We might even imagine that the famous stunts in which dead bodies or other notable finds were conveniently ‘discovered’, just as visiting dignitaries happened to be passing, were another aspect of the same preoccupations. We tend now to laugh at the crudeness of these charades and the gullibility of the audience (could visiting royalty have been so naive as to imagine that such wondrous discoveries just happened to be made at the very moment of their own arrival?). But, as often, the tricks of the tourist trade reveal the hopes and aspirations of the visitors as much as they expose the guile of the locals. Here the visitors wanted to witness not just the finds themselves, but the processes of excavation that brought the past to light.

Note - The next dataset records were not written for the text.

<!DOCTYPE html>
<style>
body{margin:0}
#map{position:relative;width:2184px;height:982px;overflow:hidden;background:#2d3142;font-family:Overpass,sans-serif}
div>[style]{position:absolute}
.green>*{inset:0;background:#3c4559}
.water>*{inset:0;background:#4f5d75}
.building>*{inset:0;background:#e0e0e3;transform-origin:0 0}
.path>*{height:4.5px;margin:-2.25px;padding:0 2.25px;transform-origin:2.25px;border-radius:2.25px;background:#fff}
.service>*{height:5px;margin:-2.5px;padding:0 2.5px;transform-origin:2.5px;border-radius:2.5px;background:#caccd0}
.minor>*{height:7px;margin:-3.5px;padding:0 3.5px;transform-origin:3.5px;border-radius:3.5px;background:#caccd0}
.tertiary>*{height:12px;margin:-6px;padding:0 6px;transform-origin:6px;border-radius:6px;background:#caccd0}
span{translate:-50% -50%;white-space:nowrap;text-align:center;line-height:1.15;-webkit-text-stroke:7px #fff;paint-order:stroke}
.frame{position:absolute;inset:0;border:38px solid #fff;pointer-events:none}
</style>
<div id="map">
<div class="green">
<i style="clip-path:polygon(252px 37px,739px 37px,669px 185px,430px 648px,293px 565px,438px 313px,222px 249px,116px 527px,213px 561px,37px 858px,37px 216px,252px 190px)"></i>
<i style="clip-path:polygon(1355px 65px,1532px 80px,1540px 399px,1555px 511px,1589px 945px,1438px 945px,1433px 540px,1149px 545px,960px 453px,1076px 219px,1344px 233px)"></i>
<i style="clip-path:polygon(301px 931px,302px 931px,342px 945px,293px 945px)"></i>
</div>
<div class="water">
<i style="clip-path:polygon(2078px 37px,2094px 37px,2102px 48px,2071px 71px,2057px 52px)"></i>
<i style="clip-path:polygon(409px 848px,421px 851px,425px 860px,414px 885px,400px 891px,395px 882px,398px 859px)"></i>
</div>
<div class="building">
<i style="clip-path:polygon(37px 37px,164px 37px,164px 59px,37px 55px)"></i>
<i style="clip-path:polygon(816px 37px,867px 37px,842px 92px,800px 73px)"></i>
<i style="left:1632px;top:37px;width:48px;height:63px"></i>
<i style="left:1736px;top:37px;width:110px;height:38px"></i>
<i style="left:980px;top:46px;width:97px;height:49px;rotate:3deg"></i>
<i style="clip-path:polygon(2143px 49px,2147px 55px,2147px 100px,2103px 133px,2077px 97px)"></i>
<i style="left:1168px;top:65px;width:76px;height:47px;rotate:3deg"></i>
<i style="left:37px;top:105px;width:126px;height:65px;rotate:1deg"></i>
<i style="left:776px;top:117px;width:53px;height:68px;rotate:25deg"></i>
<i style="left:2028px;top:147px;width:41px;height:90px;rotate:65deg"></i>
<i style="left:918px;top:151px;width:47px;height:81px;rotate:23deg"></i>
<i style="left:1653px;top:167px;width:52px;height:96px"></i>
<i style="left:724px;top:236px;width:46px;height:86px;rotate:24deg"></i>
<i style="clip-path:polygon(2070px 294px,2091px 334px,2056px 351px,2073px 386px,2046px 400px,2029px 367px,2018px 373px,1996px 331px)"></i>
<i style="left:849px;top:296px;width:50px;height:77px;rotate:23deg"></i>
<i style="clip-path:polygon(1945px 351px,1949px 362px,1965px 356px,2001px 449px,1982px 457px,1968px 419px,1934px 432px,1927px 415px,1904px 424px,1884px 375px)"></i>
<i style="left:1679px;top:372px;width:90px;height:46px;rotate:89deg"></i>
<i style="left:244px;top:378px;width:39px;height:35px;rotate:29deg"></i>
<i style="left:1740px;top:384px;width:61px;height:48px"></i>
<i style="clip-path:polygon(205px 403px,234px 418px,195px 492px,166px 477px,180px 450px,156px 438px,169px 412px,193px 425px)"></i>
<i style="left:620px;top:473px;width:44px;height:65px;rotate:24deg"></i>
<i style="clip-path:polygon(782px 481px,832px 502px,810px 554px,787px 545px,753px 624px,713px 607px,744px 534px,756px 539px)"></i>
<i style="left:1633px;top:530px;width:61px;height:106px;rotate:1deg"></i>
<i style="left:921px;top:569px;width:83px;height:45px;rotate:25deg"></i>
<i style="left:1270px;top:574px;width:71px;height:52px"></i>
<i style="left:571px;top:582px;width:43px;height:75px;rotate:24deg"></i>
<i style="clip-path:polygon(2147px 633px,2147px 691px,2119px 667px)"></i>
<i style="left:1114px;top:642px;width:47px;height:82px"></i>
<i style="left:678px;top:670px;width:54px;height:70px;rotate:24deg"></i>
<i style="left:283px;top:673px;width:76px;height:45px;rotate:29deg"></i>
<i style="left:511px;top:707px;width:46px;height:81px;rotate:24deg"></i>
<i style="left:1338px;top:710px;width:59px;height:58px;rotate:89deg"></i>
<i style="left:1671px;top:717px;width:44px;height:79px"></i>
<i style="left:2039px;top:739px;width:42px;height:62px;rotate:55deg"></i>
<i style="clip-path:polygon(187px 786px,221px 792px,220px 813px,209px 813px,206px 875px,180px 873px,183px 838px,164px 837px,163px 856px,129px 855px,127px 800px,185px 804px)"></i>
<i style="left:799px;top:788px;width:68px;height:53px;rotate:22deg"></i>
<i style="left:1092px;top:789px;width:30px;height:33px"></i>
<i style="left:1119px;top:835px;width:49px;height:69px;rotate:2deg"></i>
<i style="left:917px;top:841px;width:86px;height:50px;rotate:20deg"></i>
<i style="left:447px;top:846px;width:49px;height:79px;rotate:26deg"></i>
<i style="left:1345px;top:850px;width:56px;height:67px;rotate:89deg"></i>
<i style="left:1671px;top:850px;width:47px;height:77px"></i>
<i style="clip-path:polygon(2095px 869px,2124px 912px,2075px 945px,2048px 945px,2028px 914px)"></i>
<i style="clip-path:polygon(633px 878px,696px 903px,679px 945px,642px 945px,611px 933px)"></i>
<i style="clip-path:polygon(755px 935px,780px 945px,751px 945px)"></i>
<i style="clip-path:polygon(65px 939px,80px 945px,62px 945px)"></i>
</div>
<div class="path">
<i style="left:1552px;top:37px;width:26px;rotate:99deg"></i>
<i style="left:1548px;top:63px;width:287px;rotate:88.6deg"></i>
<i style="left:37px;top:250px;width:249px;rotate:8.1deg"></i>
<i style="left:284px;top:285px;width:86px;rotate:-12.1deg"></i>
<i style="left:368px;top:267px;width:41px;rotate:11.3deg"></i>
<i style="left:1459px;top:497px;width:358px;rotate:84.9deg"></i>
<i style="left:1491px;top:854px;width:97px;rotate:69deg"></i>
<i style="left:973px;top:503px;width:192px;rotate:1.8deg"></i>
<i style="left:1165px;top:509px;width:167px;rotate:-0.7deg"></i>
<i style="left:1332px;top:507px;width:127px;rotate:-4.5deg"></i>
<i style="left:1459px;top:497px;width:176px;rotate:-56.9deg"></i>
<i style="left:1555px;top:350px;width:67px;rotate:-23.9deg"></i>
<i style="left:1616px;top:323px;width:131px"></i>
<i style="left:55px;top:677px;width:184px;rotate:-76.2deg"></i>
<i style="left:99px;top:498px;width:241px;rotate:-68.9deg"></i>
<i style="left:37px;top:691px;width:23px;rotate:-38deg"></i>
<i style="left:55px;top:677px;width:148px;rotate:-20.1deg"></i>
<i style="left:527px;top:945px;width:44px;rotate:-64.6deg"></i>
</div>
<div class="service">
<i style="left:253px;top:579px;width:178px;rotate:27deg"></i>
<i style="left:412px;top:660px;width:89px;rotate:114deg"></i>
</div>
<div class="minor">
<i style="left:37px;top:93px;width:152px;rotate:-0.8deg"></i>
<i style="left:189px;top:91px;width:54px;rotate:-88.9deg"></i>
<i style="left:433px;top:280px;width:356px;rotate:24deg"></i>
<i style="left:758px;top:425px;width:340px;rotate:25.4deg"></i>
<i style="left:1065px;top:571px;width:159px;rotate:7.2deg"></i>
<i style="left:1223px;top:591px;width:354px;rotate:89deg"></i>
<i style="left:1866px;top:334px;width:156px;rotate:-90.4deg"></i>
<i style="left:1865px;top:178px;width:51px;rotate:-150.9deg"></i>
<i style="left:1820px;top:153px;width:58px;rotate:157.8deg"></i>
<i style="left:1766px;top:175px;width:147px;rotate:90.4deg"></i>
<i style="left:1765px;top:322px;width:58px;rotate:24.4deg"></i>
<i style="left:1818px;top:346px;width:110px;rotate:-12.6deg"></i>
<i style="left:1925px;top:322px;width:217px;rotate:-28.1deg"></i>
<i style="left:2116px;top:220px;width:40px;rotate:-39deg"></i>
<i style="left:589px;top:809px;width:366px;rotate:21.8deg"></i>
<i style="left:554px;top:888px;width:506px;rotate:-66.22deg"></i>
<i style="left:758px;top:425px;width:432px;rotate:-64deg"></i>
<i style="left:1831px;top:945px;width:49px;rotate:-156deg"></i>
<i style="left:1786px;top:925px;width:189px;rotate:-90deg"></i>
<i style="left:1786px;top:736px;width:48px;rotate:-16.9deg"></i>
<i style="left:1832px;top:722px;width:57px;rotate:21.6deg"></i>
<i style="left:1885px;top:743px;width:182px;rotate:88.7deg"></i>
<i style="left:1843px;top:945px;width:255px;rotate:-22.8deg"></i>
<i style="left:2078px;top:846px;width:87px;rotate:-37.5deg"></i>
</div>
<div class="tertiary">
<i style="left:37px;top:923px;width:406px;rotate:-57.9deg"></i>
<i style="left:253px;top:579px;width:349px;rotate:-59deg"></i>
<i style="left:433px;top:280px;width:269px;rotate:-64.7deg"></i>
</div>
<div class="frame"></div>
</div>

These are some of the issues that I wish to bring back into the frame.

A city of surprises

Pompeii is full of surprises. It makes even the most hard-nosed and well-informed specialists rethink their assumptions about life in Roman Italy. A large pottery jar with a painted label advertising its contents as ‘Kosher Garum’ reminds us that men like Umbricius Scaurus might be looking to serve the niche market of the local Jewish community (with a guarantee of no shellfish among the now unrecognisable ingredients of that rotten concoction). A wonderful ivory statuette of the Indian goddess Lakshmi, found in 1938 in a house now called after it ‘The House of the Indian Statuette’, encourages us to think again about Rome’s connections with the Far East (Ill. 11). Did it come via a Pompeian trader, a souvenir of his travels? Or maybe via the trading community of Nabataeans (from modern Jordan) who lived at nearby Puteoli? Almost equally unexpected was the recent discovery of a monkey’s skeleton scattered, unrecognised by earlier excavators, among the bones in the storerooms on the site. An exotic pet perhaps – or, more likely, a performing animal, in street-theatre or circus, trained to amuse.

11. This ivory statuette of the Indian goddess Lakshmi offers a glimpse of the wide multicultural links of Pompeii. Goddess of fertility and beauty, she is depicted nearly naked apart from her lavish jewels.

It is a city of the unexpected, simultaneously very familiar to us and very strange indeed. A town in provincial Italy, with horizons no further than Vesuvius, it was at the same time part of an empire that stretched from Spain to Syria, with all the cultural and religious diversity that empires so often bring. The famous words ‘Sodom’ and ‘Gomora’ written in large letters on the walls of the dining room of a relatively modest house on the Via dell’Abbondanza (assuming that they are not the gloomy observation of some later looter) give us more than an eyewitness comment – or joke – on the morality of Pompeian social life. They remind us that this was a place in which the words of the Book of Genesis (‘Then the Lord rained upon Sodom and Gomorrah brimstone and fire from the Lord out of heaven’) as well as the works of Virgil must have rung a bell with at least some inhabitants.

A small-town community with – once we leave the women, children and slaves out of the equation – a citizen body of just a few thousand men, no bigger than a village or the student union of a small university, it nonetheless has a more forceful impact on the mainline narrative of Roman history than we tend to imagine. As we shall see in Chapter 1.

CHAPTER ONE

LIVING IN AN OLD CITY

Glimpses of the past

Down a quiet back street in Pompeii, not far from the city walls to the north and just a few minutes’ walk from the Herculaneum Gate, is a small and unprepossessing house now known as the House of the Etruscan Column. Unremarkable from the outside and off the beaten track both in the ancient world and now, it conceals, as its modern name hints, a puzzling curiosity within. For lodged in the wall between two of its main rooms is an ancient column, its appearance reminiscent of the architecture of the Etruscans – who were a major power in Italy through the sixth and fifth centuries BCE, before the rise of Rome itself, with influence and settlements extending far beyond their homeland in north Italy to the area around Pompeii. The column almost certainly dates from the sixth century BCE, several hundred years before the house was built.